Motivation
The ionosphere layer, the upper region of the Earth’s atmosphere, is a layer of electrons created from ionizing the atom and molecules by solar radiation. This layer plays very important role in satellite communications and navigations as well as skywave radio communications because the changes in the electrons density of this layer influences the radio signal propagation. Especially, in the magnetic low-latitude and equatorial regions, the ionosphere is known to be highly variable due to ionospheric disturbances and irregularities such as the spread F events, sporadic E events, maximum usable frequency (MUF) depressions, etc.
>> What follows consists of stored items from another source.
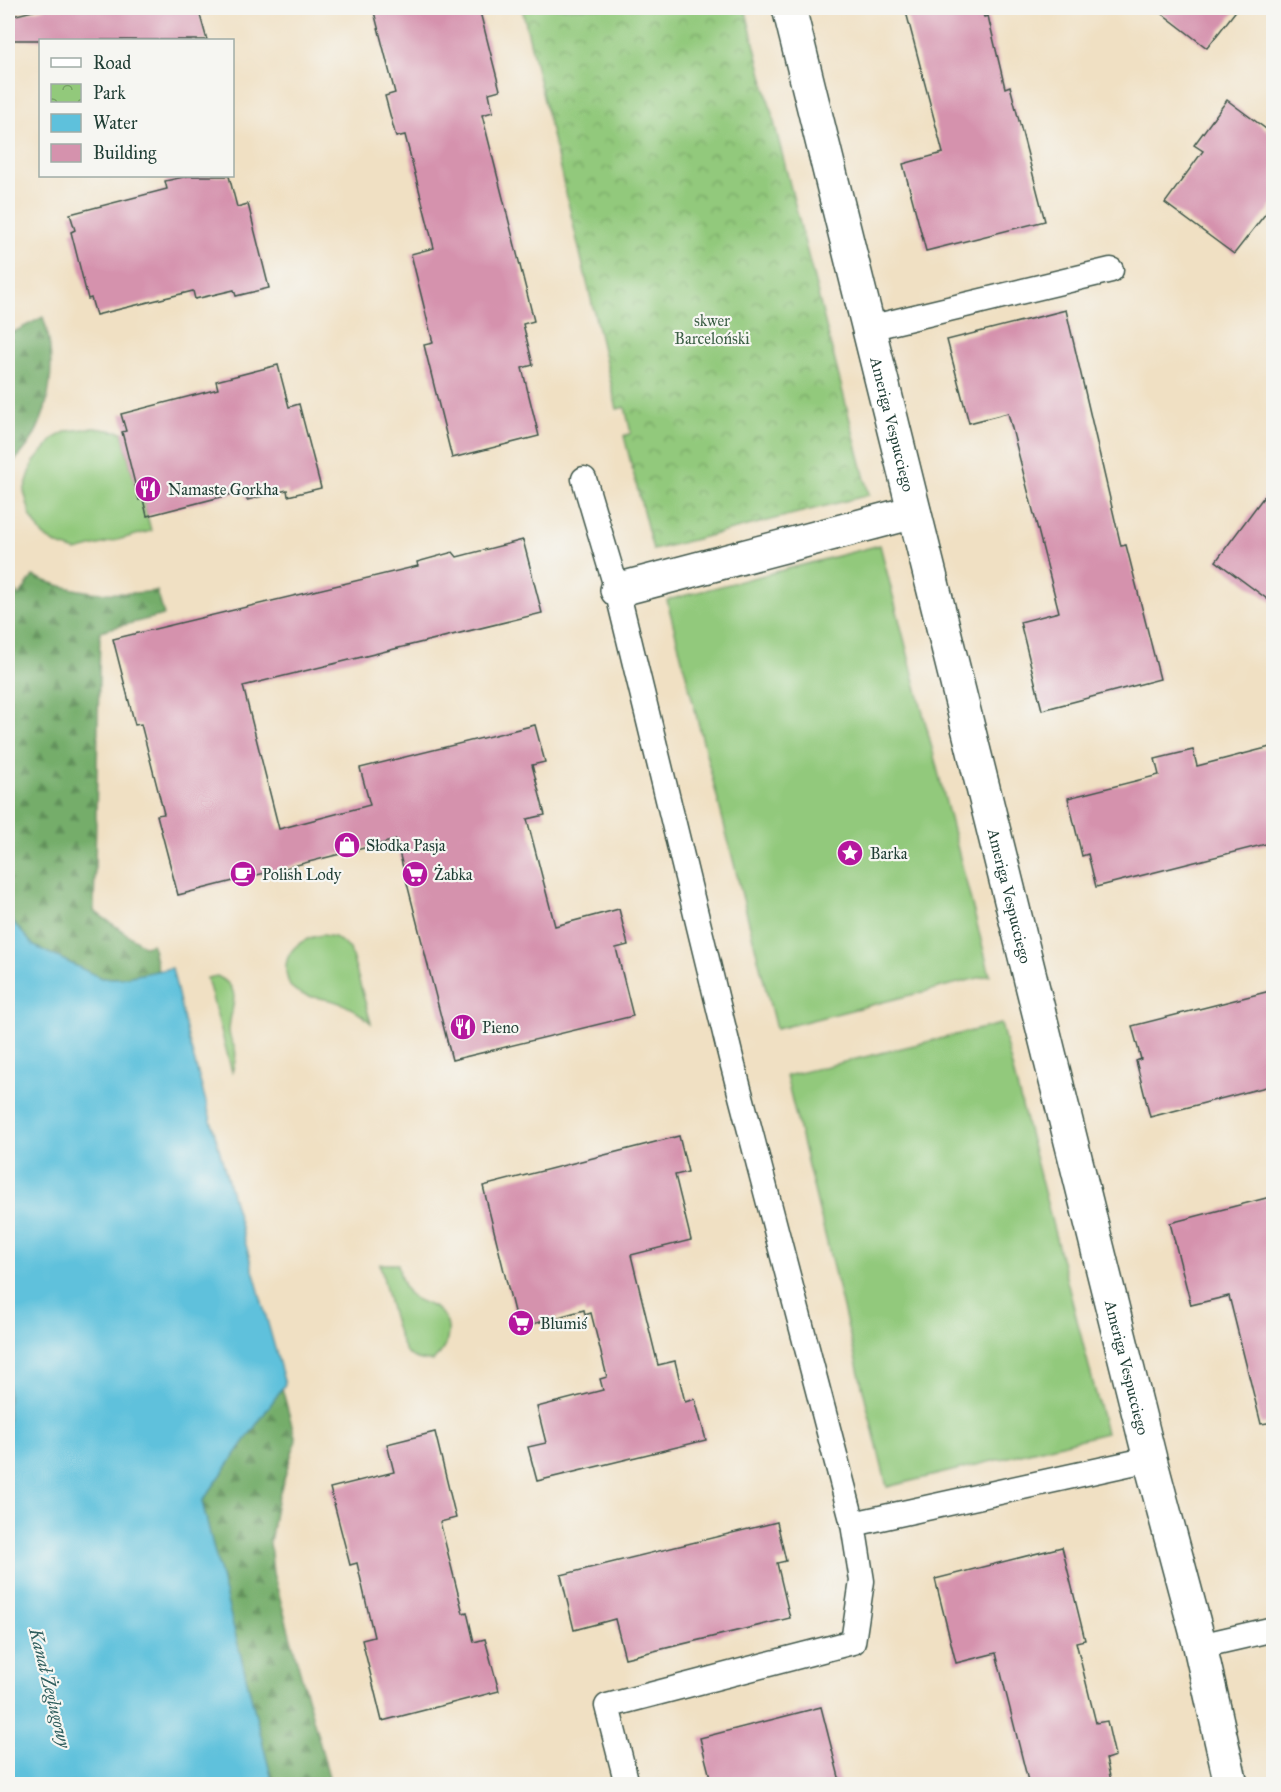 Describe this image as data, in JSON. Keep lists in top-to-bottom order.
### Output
{
  "streets": {
    "street": ["Ameriga Vespucciego"]
  },
  "water": ["Kanał Żeglugowy"],
  "parks": ["skwer Barceloński"],
  "places": {
    "restaurant": ["Namaste Gorkha", "Pieno"],
    "shop": ["Słodka Pasja"],
    "place": ["Barka"],
    "cafe": ["Polish Lody"],
    "supermarket": ["Żabka", "Blumiś"]
  },
  "legend": [
    "Road",
    "Park",
    "Water",
    "Building"
  ]
} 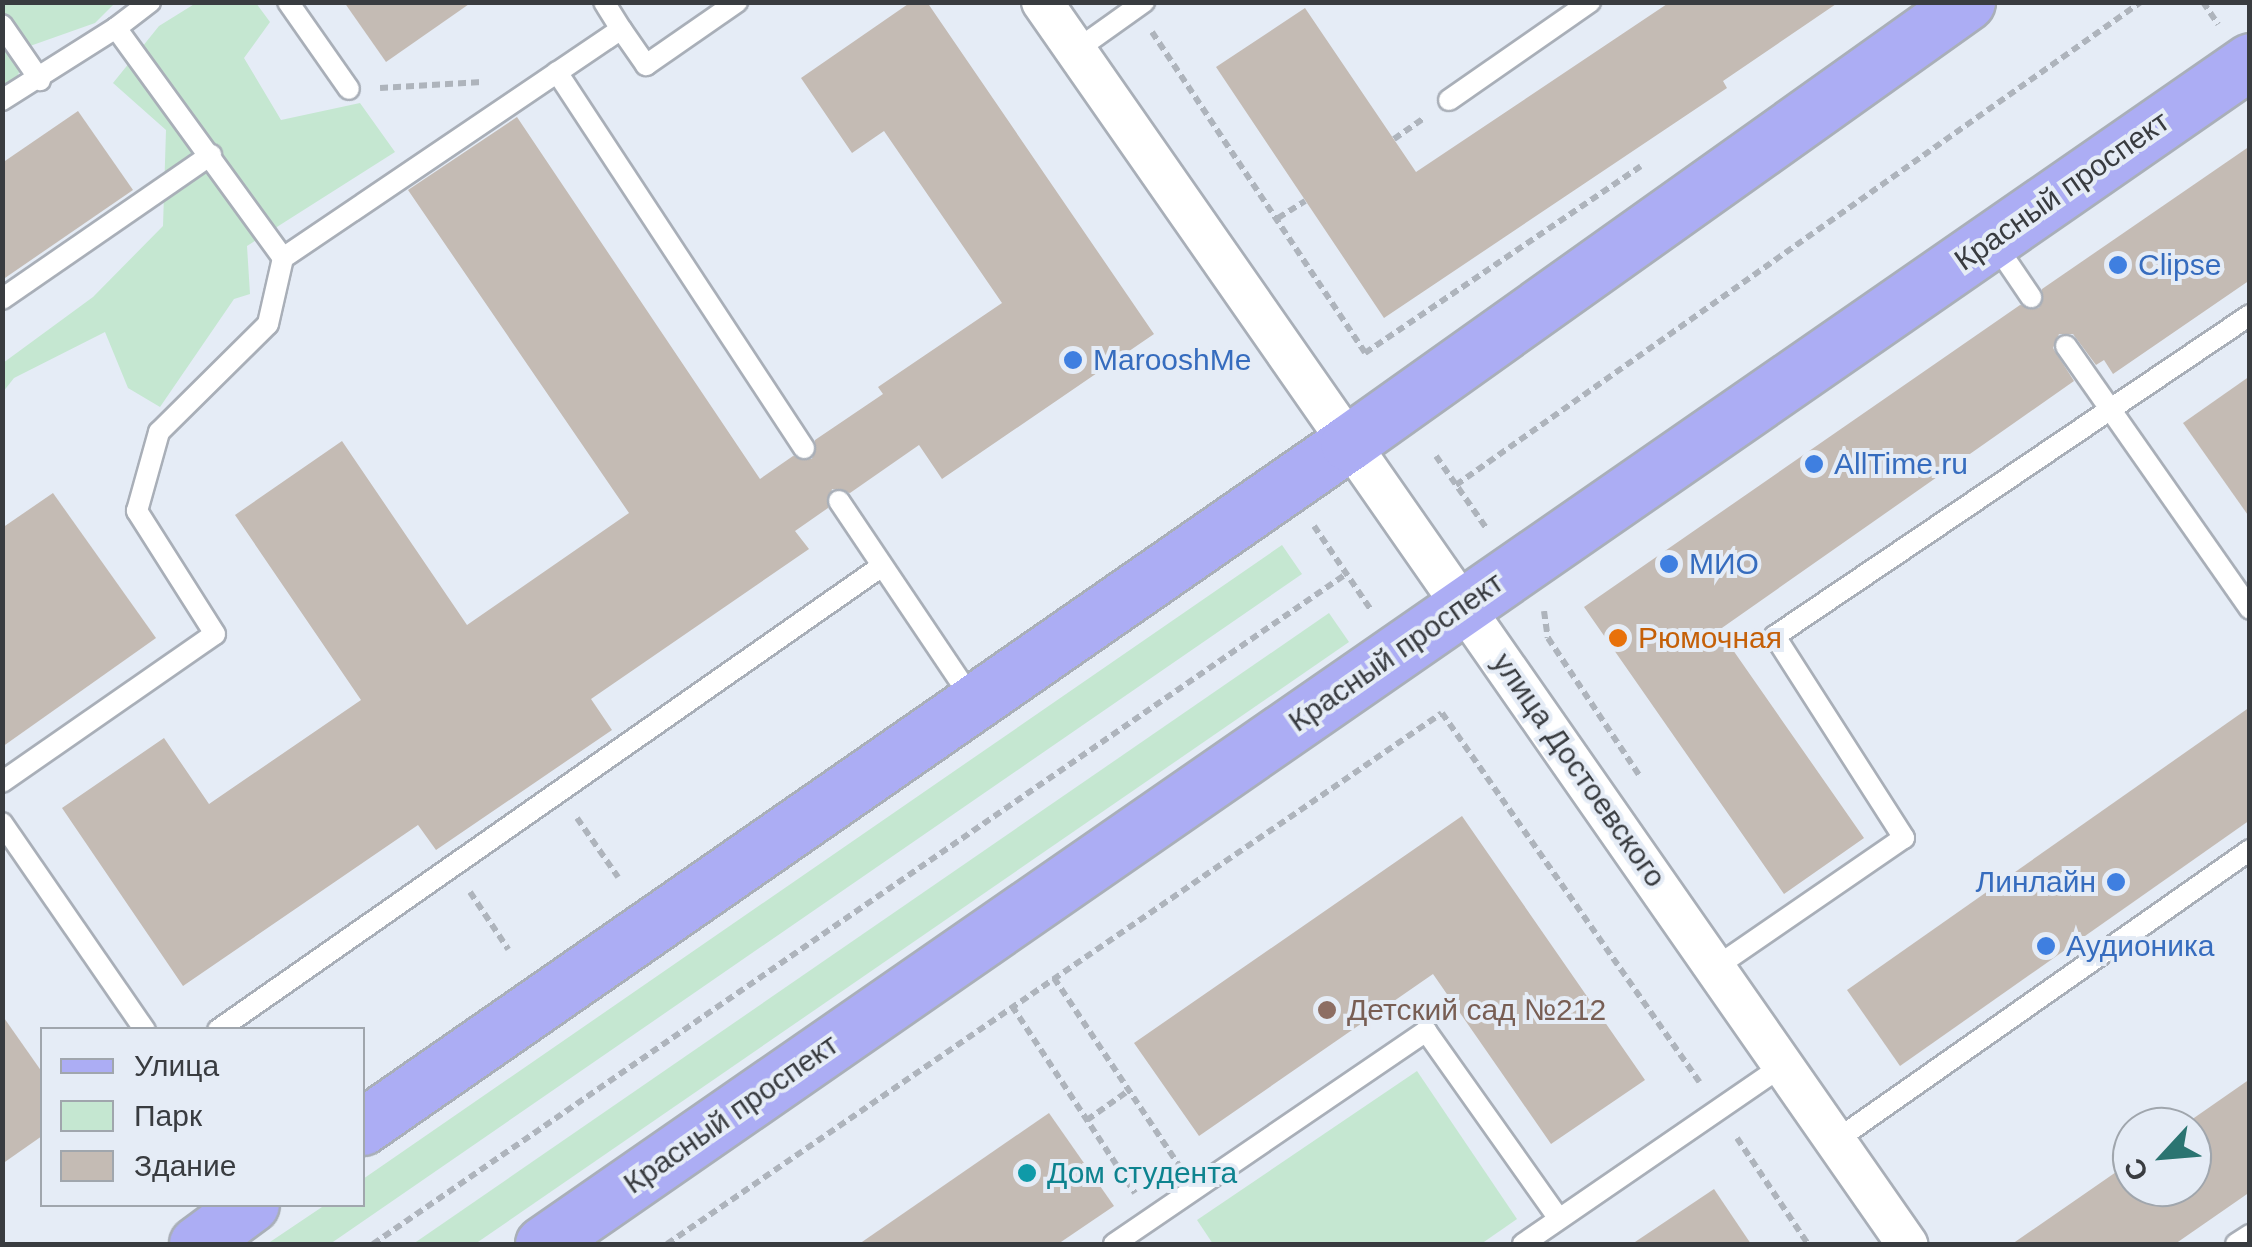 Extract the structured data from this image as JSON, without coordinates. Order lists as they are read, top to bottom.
{
  "streets": {
    "main road": ["Красный проспект"],
    "street": ["улица Достоевского"]
  },
  "crossings": [
    ["Красный проспект", "улица Достоевского"]
  ],
  "places": [
    "Clipse",
    "MarooshMe",
    "AllTime.ru",
    "МИО",
    "Рюмочная",
    "Линлайн",
    "Аудионика",
    "Детский сад №212",
    "Дом студента"
  ],
  "legend": ["Улица", "Парк", "Здание"],
  "north": "bottom left"
} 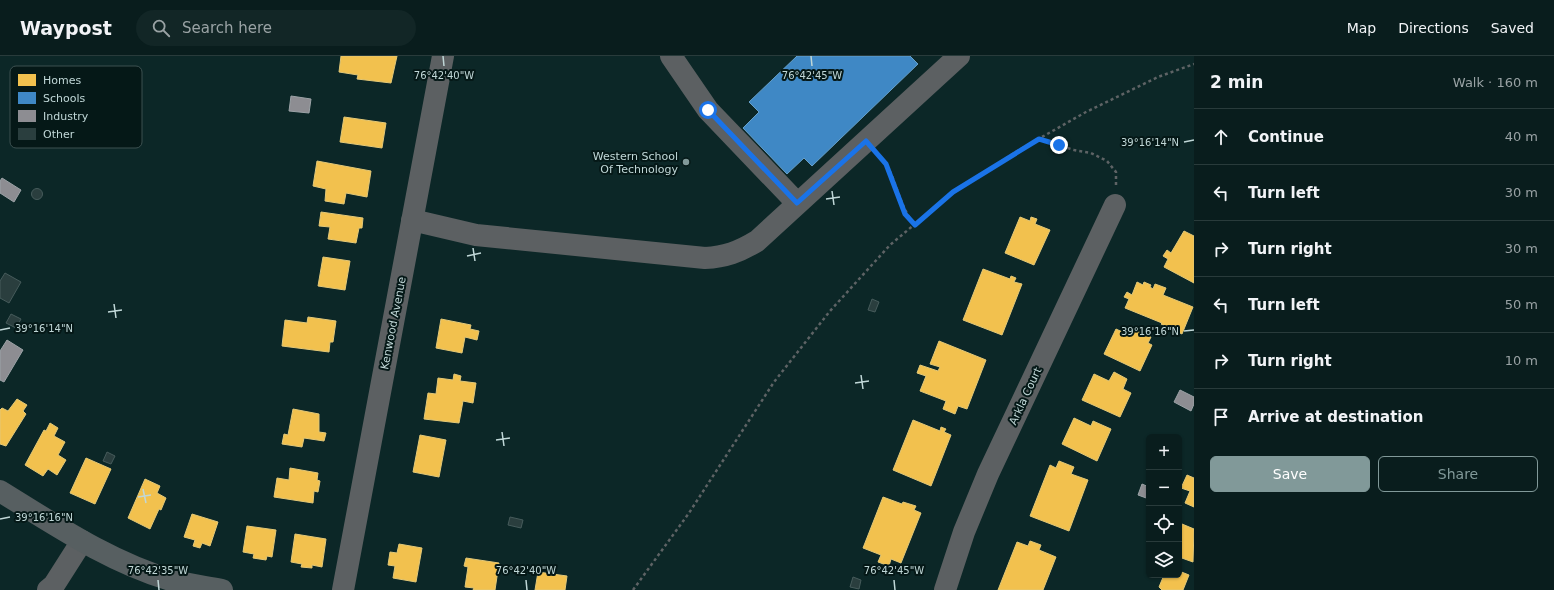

Thus, it is very import to continuously monitor the ionosphere’s dynamic occurred at the low-latitude and equatorial regions by analyzing the observed ionospheric parameters such as the critical frequency of F2 layer (foF2), the virtual height of the bottom-side F layer (h’F), the F2-layer peak electron density as well as local geomagnetic K-index for understanding the local ionospheric irregularities and predicting the disturbances. The foF2 parameter and MUF are normally used to specify usable radio signal frequencies in high frequency (HF) band for coastal areas and emergency situation. For the Spread F events, they are used to indicate the ionospheric disturbance which will be important for HF communication and aeronautical navigation. Since the dynamic sin the ionosphere also depends on the solar and geomagnetic activity, it is also important to study the relationship between the ionospheric irregularities and the local K-index, especially derived from the magnetic field measured near the magnetic equator.
Objectives
In this research, we aim to analyze the ionospheric parameters such as foF2, h’F and NmF2 that are derived the data from the ionosonde at Chumphon, Thailand, and local geomagnetic K-index generated based on the data from the magnetometer at Phuket, Thailand. Since Chumphon and Phuket are very close to the magnetic equator, we believe that these parameters are good proxies for studying and prediction the ionospheric irregularities and disturbances. Moreover, we plan to analyze these observed data based on diurnal and seasonal variation as well as during the events of ionospheric and geomagnetic disturbances and then develop a local ionospheric disturbance prediction model using the local observed data as the input parameters based on machine learning. The developed prediction model will be investigated comparing with the International Reference Ionosphere (IRI) model.
(a) |
(b) |
Fig. 1. Comparison of Local K-index from Phuket Observatory (AACGM 1.07°N, 171.15°E) and the global Kp index on (a) a solar disturbed day (March 17, 2019) and (b) a solar quiet day (December 3, 2019).
Figure 1 shows the comparison of local K-index from Phuket and Kp-index values for a disturbed day (March 17, 2019) and a quiet day (December 3, 2019). In the disturbed day, the values of both indices are quite similar, except sun-set time and after sun-set periods. However, the local K-index value is significantly higher than the Kp-index during the quiet days due the local ionospheric phenomenon. We find that the values of the local K-index significantly differ from those of the Kp-index due to the local ionospheric current system such as equatorial electrojet (EEJ).
References:
- Bartels, J., Heck, N. H. & Johnston, H. F., 1939. The three-hour-range index measuring geomagnetic activity. Terrestrial Magnetism and Atmospheric Electricity, 44(4), pp. 411-454.
- Matzka, J. a. S. C. a. Y. Y. a. B. O. a. M. A., 2021. The Geomagnetic Kp Index and Derived Indices of Geomagnetic Activity. Space Weather, 19(5), p. e2020SW002641.
- Stankov, S., Stegen, K. & Warnant, R., 2011. K-type geomagnetic index nowcast with data quality control. Annals of geophysics = Annali di geofisica, 54(3), pp. 285-295.